Matthew Wood
2014-Feb-21 19:50 UTC
[R] [e1071] Features that are factors when exporting a model with write.svm
I have a trained SVM that I want to export with write.svm and eventually use in libSVM. Some of my features are factors. Standard libSVM only works with features that are doubles, so I need to figure out how my features should be represented and used. How does e1071 treat factors in an SVM? For feature "foo" with values "a" and "b" I'm assuming it's something like foo_a (0 or 1) and foo_b (0 or 1). Is that right? Do factors get treated differently in an SVM? If I convert the factors to intergers for libSVM, I'll lose the information that a feature doesn't take on a range of values. Is that going to cause problems? I don't know if the model takes that into account. When using write.svm a scale file is also output. My scale file is missing the same number of rows as I have features that are factors. That's another indication to me that the factors are causing issues. Thanks.
Matthew Wood
2014-Feb-21 20:33 UTC
[R] [e1071] Features that are factors when exporting a model with write.svm
I may have been able to answer my own questions by reading the e1071 source. It looks like the features are just converted to doubles with as.double(x). And, I haven't found where in the code yet, but it looks like it's not scaling the factors which explains why I'm missing rows in the scale file. On Fri, Feb 21, 2014 at 1:50 PM, Matthew Wood <doowttam at gmail.com> wrote:> I have a trained SVM that I want to export with write.svm and > eventually use in libSVM. Some of my features are factors. Standard > libSVM only works with features that are doubles, so I need to figure > out how my features should be represented and used. > > How does e1071 treat factors in an SVM? For feature "foo" with values > "a" and "b" I'm assuming it's something like foo_a (0 or 1) and foo_b > (0 or 1).
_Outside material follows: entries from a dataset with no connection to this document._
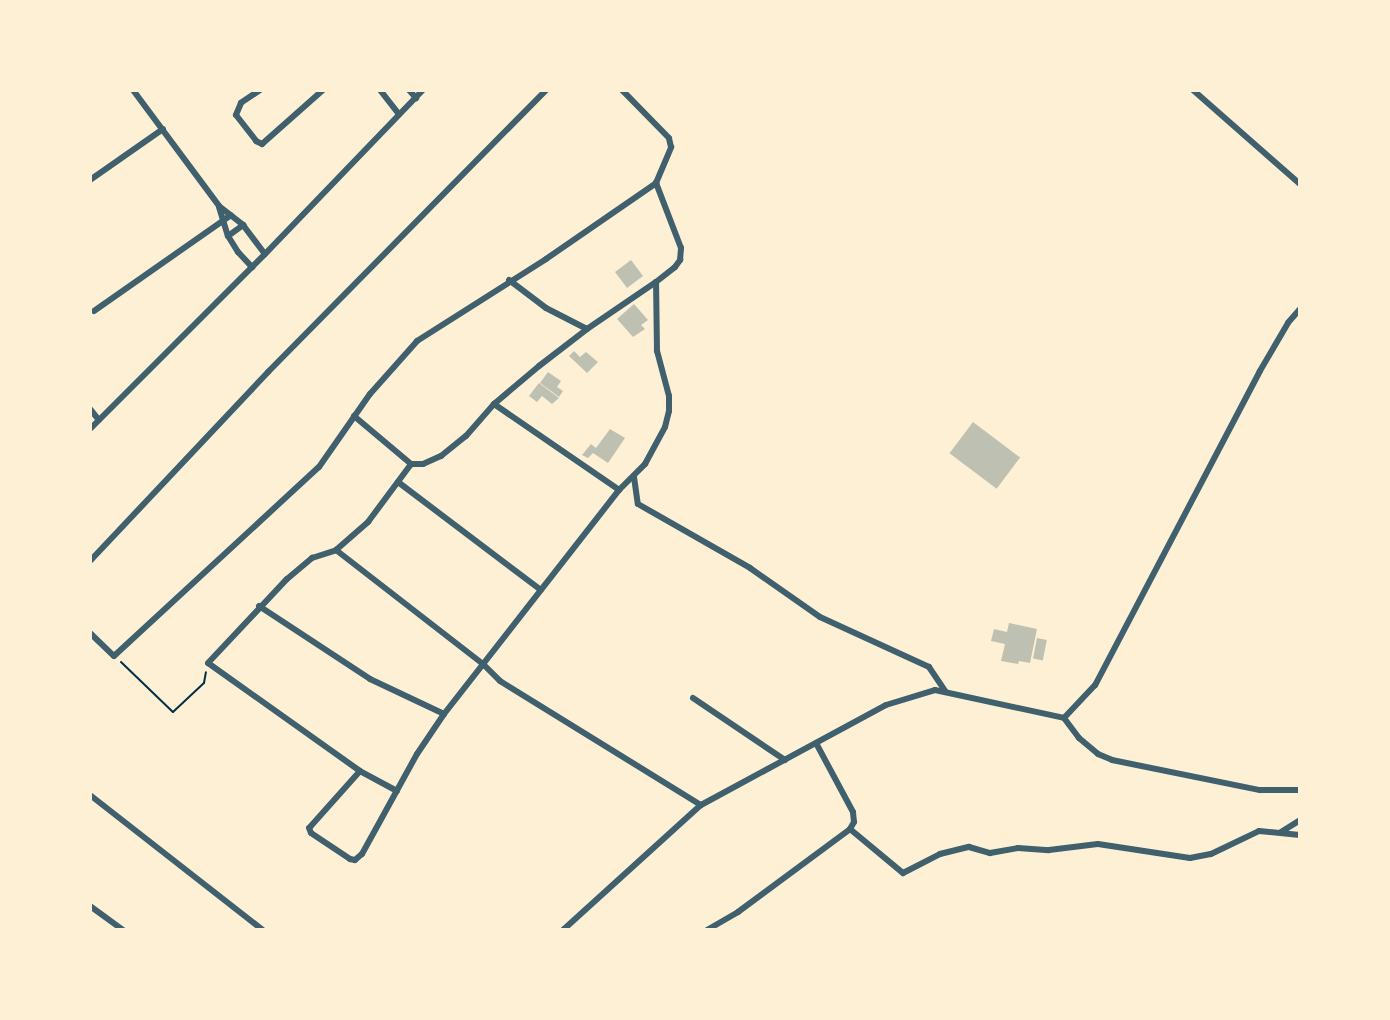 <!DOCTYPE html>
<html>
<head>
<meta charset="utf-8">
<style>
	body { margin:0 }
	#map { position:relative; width:1390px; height:1020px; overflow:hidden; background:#fdf0d5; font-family:Georgia,serif }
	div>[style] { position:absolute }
	.building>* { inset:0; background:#bec0b2; transform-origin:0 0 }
	.path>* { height:2px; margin:-1px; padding:0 1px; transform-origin:1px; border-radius:1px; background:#003049 }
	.minor>* { height:6px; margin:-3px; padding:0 3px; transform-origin:3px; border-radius:3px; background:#3f606c }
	span { translate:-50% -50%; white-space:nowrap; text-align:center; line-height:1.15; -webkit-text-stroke:6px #fdf0d5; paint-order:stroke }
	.frame { position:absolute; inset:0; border:92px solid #fdf0d5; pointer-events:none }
</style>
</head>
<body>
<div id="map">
	<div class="building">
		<i style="left:631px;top:260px;width:20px;height:20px;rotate:53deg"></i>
		<i style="clip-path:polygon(634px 304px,648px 320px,641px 325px,645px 329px,633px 337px,617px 319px)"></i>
		<i style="clip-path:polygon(574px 351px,580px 357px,586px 352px,598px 362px,587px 373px,569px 356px)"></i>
		<i style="clip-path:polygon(548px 372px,561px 381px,557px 387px,563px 391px,559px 397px,540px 383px)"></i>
		<i style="clip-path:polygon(539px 383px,559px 398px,552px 404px,542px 396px,537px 402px,529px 396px)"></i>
		<i style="left:973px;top:422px;width:59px;height:39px;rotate:37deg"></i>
		<i style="clip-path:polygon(610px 429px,625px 438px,608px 463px,593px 453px,588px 458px,582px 455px,591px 444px,596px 448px)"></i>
		<i style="clip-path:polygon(1009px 623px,1037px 629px,1030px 663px,1019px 661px,1018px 664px,1001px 661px,1005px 644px,991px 641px,994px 629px,1007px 632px)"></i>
		<i style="left:1037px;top:638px;width:10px;height:21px;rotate:11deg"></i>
	</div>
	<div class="path">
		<i style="left:121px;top:662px;width:72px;rotate:43.9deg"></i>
		<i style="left:173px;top:712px;width:42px;rotate:-43.1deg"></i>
		<i style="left:204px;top:683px;width:11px;rotate:-80deg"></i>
	</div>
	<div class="minor">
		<i style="left:133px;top:90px;width:144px;rotate:53.4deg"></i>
		<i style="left:219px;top:206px;width:31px;rotate:38deg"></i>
		<i style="left:243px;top:225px;width:36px;rotate:53deg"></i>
		<i style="left:260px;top:90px;width:23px;rotate:146deg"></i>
		<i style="left:241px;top:103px;width:13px;rotate:113deg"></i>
		<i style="left:236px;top:115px;width:33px;rotate:52deg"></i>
		<i style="left:256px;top:141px;width:7px;rotate:27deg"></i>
		<i style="left:262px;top:144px;width:81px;rotate:-41.5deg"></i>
		<i style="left:380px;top:90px;width:31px;rotate:52deg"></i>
		<i style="left:409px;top:90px;width:11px;rotate:49deg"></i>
		<i style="left:1193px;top:90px;width:142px;rotate:41.3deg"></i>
		<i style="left:90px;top:180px;width:89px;rotate:-34.9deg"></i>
		<i style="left:219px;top:207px;width:30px;rotate:73deg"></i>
		<i style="left:228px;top:236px;width:19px;rotate:58deg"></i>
		<i style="left:238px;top:252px;width:21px;rotate:47deg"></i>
		<i style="left:228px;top:236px;width:19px;rotate:-36deg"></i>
		<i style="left:509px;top:280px;width:46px;rotate:37.1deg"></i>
		<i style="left:546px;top:308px;width:46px;rotate:27.1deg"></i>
		<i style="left:1300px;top:309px;width:18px;rotate:131deg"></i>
		<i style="left:1288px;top:323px;width:56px;rotate:120.3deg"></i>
		<i style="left:1260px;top:371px;width:355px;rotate:117.7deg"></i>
		<i style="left:1095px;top:685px;width:45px;rotate:133.2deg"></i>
		<i style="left:1064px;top:718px;width:25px;rotate:53deg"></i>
		<i style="left:1079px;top:738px;width:25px;rotate:40deg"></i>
		<i style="left:1098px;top:754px;width:15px;rotate:23deg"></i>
		<i style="left:1112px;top:760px;width:151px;rotate:11.5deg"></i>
		<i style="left:1260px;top:790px;width:40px"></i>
		<i style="left:94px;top:311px;width:167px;rotate:-35deg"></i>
		<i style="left:494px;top:404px;width:152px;rotate:34.5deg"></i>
		<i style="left:90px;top:409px;width:14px;rotate:51deg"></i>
		<i style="left:354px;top:416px;width:75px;rotate:40.1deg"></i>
		<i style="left:90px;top:429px;width:247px;rotate:-45deg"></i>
		<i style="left:265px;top:254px;width:228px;rotate:-46.1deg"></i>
		<i style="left:634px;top:477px;width:27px;rotate:82deg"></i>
		<i style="left:638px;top:504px;width:129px;rotate:29.7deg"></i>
		<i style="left:750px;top:568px;width:85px;rotate:35deg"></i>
		<i style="left:820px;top:617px;width:120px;rotate:24.6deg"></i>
		<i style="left:929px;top:667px;width:30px;rotate:56deg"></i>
		<i style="left:398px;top:482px;width:179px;rotate:37.1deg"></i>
		<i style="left:336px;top:550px;width:186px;rotate:37.8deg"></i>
		<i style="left:483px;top:664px;width:24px;rotate:45deg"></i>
		<i style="left:500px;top:681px;width:236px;rotate:31.7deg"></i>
		<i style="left:90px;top:561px;width:260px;rotate:-46.7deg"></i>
		<i style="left:268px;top:372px;width:396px;rotate:-45.4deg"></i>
		<i style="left:259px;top:606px;width:133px;rotate:33.3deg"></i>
		<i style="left:370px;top:679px;width:82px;rotate:25.3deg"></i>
		<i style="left:90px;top:633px;width:33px;rotate:44deg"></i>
		<i style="left:114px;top:656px;width:279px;rotate:-42.7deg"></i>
		<i style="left:319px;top:467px;width:89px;rotate:-55.1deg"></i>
		<i style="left:370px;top:394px;width:71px;rotate:-48.4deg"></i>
		<i style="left:417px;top:341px;width:153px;rotate:-32.4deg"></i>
		<i style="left:546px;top:259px;width:134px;rotate:-34.6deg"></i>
		<i style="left:693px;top:698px;width:111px;rotate:34deg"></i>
		<i style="left:360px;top:771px;width:76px;rotate:131.8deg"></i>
		<i style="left:309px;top:828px;width:5px;rotate:68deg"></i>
		<i style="left:311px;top:833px;width:47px;rotate:33.7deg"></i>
		<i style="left:350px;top:859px;width:5px;rotate:11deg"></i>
		<i style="left:355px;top:860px;width:9px;rotate:-41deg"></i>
		<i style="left:362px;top:854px;width:114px;rotate:-61.2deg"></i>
		<i style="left:417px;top:754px;width:48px;rotate:-56deg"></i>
		<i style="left:444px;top:714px;width:284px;rotate:-52deg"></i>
		<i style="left:619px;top:490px;width:37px;rotate:-45deg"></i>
		<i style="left:645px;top:464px;width:42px;rotate:-61.6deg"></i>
		<i style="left:665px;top:427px;width:16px;rotate:-76deg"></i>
		<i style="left:669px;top:411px;width:15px;rotate:-90deg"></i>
		<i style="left:669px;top:396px;width:47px;rotate:-104.9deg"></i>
		<i style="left:657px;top:351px;width:69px;rotate:-90.8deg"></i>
		<i style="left:397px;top:791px;width:42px;rotate:-151.6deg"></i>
		<i style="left:360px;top:771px;width:186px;rotate:-144.6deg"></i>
		<i style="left:208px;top:663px;width:115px;rotate:-46.8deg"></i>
		<i style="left:287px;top:579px;width:33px;rotate:-40deg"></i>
		<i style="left:312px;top:558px;width:25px;rotate:-18deg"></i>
		<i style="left:336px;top:550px;width:43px;rotate:-41.2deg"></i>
		<i style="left:368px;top:522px;width:72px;rotate:-53.4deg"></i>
		<i style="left:411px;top:464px;width:12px"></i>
		<i style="left:423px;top:464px;width:20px;rotate:-24deg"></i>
		<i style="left:441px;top:456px;width:32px;rotate:-39deg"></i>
		<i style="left:466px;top:436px;width:43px;rotate:-48.8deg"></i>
		<i style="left:494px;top:404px;width:59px;rotate:-40.2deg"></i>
		<i style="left:539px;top:366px;width:61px;rotate:-37.6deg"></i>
		<i style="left:587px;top:329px;width:83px;rotate:-34.3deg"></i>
		<i style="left:656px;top:282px;width:24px;rotate:-38deg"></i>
		<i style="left:675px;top:267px;width:9px;rotate:-54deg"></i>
		<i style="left:680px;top:260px;width:12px;rotate:-85deg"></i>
		<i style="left:681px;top:248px;width:70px;rotate:-111deg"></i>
		<i style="left:656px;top:183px;width:39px;rotate:-67deg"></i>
		<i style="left:671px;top:147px;width:9px;rotate:-103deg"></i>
		<i style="left:669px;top:138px;width:67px;rotate:-134.4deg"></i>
		<i style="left:90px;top:795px;width:219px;rotate:38deg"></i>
		<i style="left:850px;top:829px;width:69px;rotate:39.7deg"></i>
		<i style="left:903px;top:873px;width:42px;rotate:-27.2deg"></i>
		<i style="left:940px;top:854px;width:30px;rotate:-14deg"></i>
		<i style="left:969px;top:847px;width:22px;rotate:16deg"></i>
		<i style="left:990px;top:853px;width:28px;rotate:-10deg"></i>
		<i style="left:1018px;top:848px;width:31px;rotate:4deg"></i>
		<i style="left:1049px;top:850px;width:49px;rotate:-7deg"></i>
		<i style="left:1098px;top:844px;width:93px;rotate:8.7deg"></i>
		<i style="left:1190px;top:858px;width:21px;rotate:-11deg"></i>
		<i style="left:1211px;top:854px;width:53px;rotate:-25.6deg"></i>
		<i style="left:1259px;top:831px;width:41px;rotate:5.6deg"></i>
		<i style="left:1281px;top:832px;width:22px;rotate:-32deg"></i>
		<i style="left:90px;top:906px;width:41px;rotate:36deg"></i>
		<i style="left:563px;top:930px;width:186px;rotate:-42.2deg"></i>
		<i style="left:701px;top:805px;width:210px;rotate:-28.4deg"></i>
		<i style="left:886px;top:705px;width:51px;rotate:-17deg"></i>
		<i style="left:935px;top:690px;width:132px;rotate:12.2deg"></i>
		<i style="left:707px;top:930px;width:36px;rotate:-30deg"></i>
		<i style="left:738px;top:912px;width:139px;rotate:-36.5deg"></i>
		<i style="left:850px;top:829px;width:8px;rotate:-60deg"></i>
		<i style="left:854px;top:822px;width:10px;rotate:-96deg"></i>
		<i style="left:853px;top:812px;width:78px;rotate:-118.2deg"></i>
	</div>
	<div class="frame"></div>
</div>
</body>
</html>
Is that right? > > Do factors get treated differently in an SVM? If I convert the factors > to intergers for libSVM, I'll lose the information that a feature > doesn't take on a range of values. Is that going to cause problems? I > don't know if the model takes that into account. > > When using write.svm a scale file is also output. My scale file is > missing the same number of rows as I have features that are factors. > That's another indication to me that the factors are causing issues. > > Thanks.